In the citi bike scenario in MARO, the trip generation and the corresponding bike
flow is defined as follows:

* Given a fixed time interval, for each specific source-destination station pair,
  a trip requirement will arise according to a predefined distribution or the real
  trip data. It depends on the chosen topology.
* If there are enough available bikes in the source station of the trip requirement,
  the required bike(s) will be unlocked and assigned to this trip. Otherwise, a
  shortage will be recorded in the source station.
* The trip duration is read from the trip log if real trip data is used. Otherwise,
  the duration will be sampled from a specific random distribution.
* At the end of the trip, the bike will be returned to the destination station.
  But if the destination does not have enough available docks, the bike will be
  returned to the nearest station with available docks.

Bike Repositioning
^^^^^^^^^^^^^^^^^^

As for the repositioning operation, the simulator in MARO will regularly check
the remaining bikes in each station and compare it with a predefined low watermark
and high watermark. If the bike inventory is lower than the low watermark, the
station will generate a ``Demand`` event to request the supply of bikes from its
neighboring stations. Similarly, if the bike inventory is higher than the high
watermark, the station will generate a ``Supply`` event to transport excess bikes
to its neighboring stations. The low watermark and the high watermark is specified
in the topology and can be customized based on different requirements.

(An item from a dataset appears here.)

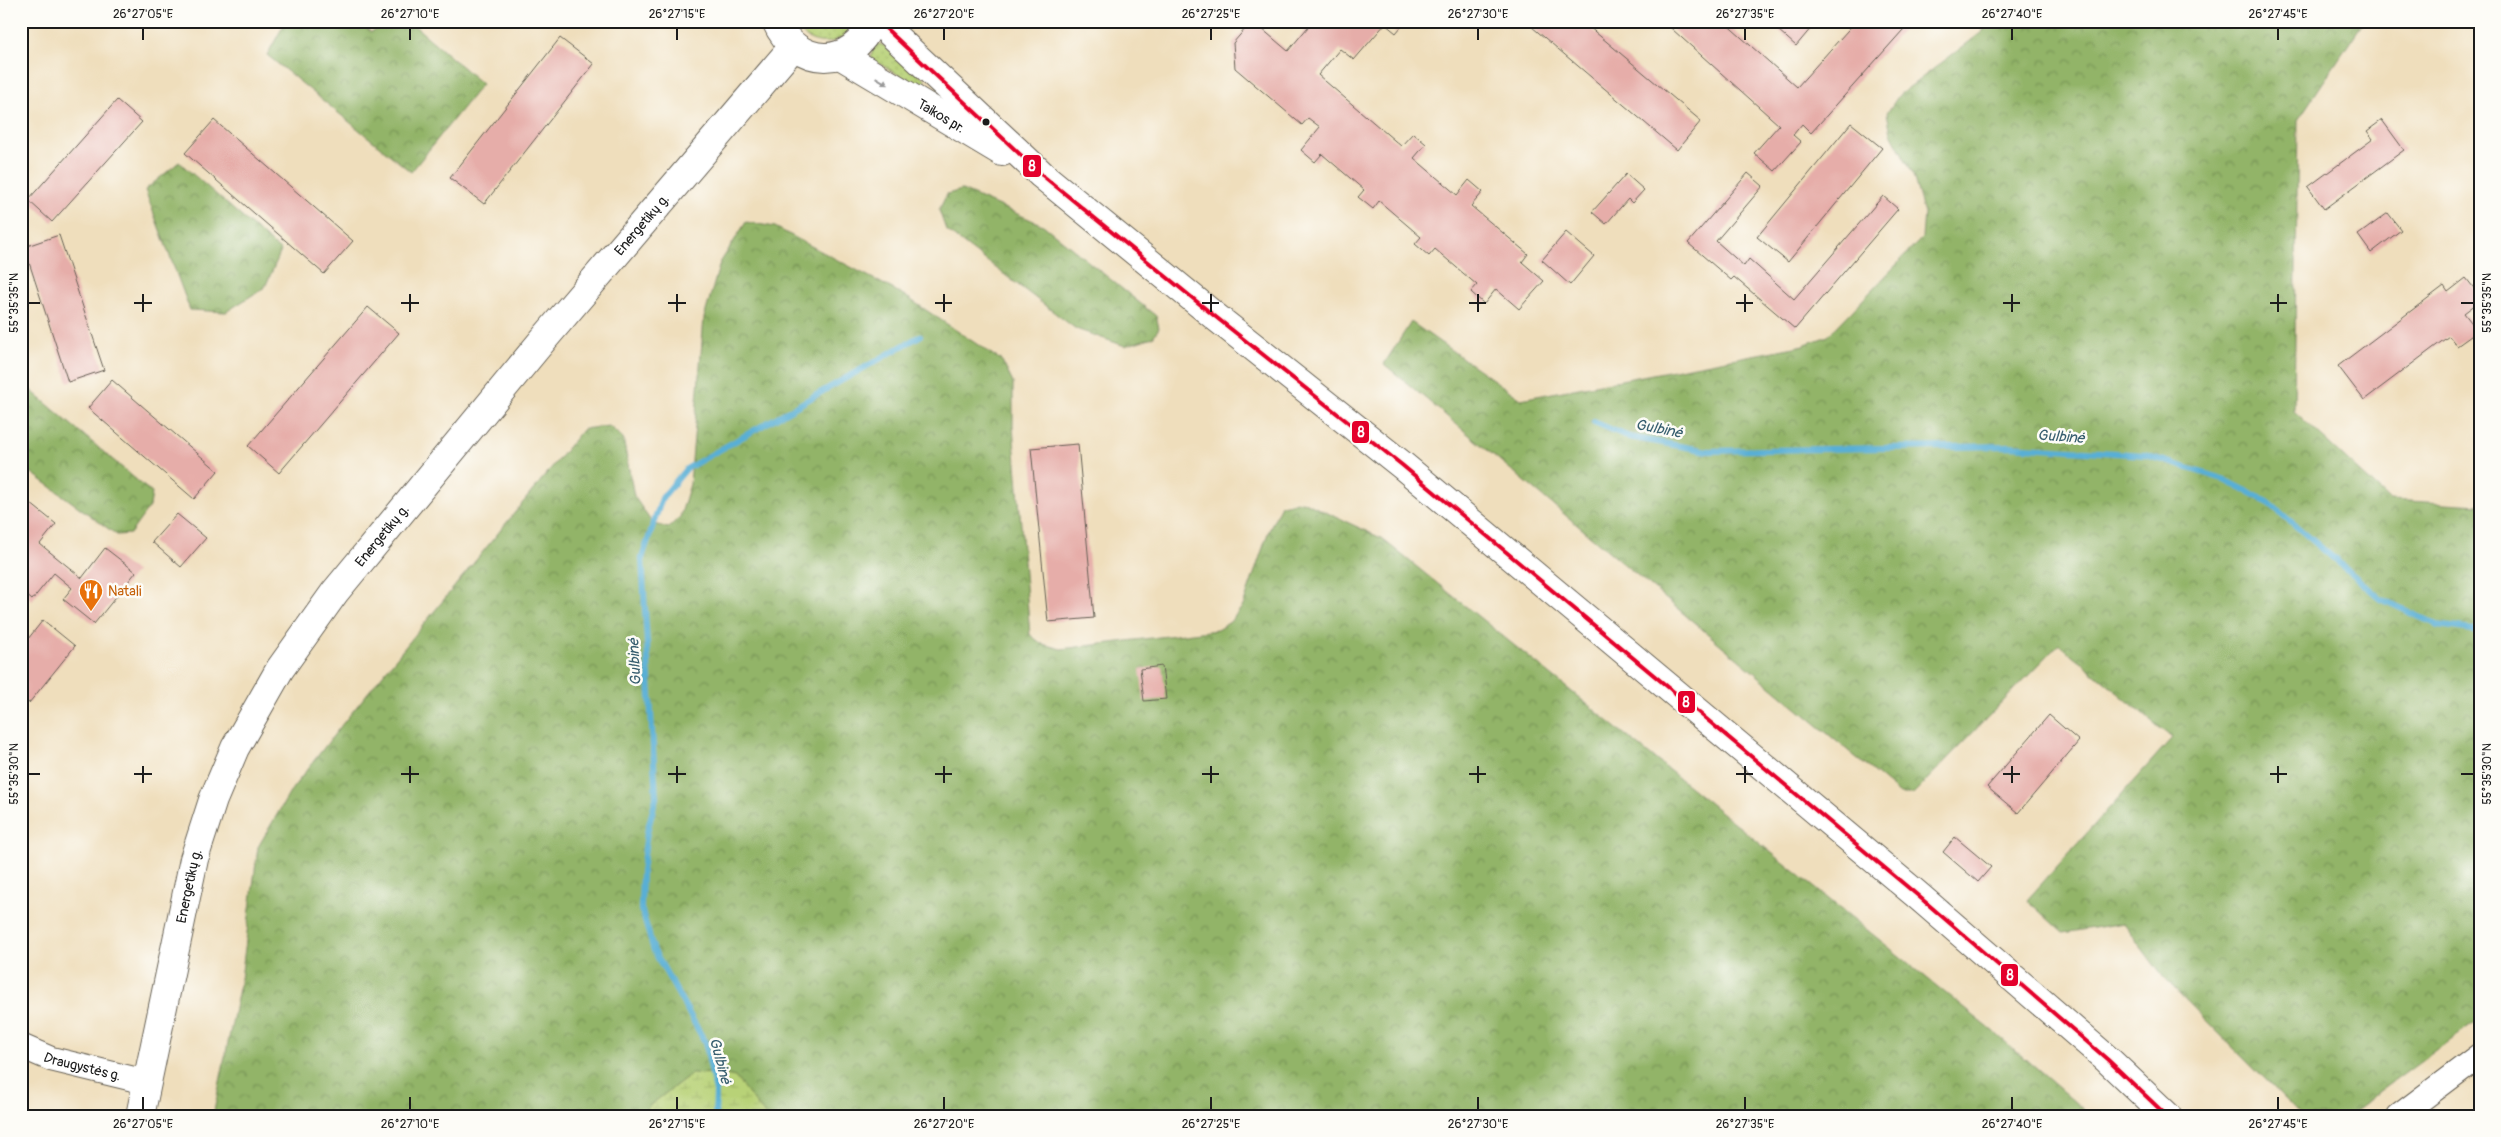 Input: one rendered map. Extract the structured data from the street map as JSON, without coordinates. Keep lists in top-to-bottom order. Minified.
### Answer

The target station candidates of the ``Supply`` and ``Demand`` events are selected
by a predefined multi-layer filter in this scenario:

#. The distance between the caller station and the neighboring stations will be
   used to filter and get a specific number of stations;
#. The number of available bikes at each candidate station will be used to further
   filter on the candidate stations. For a ``Supply`` event, the stations with less
   bikes will be kept, while for a ``Demand`` event, the stations with more bikes will
   be kept;
#. The future trip requirement of the target station will be the last filter. For
   a ``Supply`` event, the stations with more future trip requirement will be left in
   the final station candidate set, while the stations with less future trip
   requirement will be left for ``Demand`` event.

The size of the candidate sets in each filter level is specified in the topology
and can be customized based on different requirements.

Once the target station candidate is filtered, the ``action scope`` for each candidate
will also be calculated in the simulator and return to the decision agent together
with some other information in the `DecisionEvent <#decisionevent-in-citi-bike>`_.
For a ``Supply`` event, the bike inventory of the caller station and the number of
available docks of the target station candidates will be attached. On the contrary,
for a ``Demand`` event, the number of available docks of the source station and the
bike inventory of the target station candidates will be attached.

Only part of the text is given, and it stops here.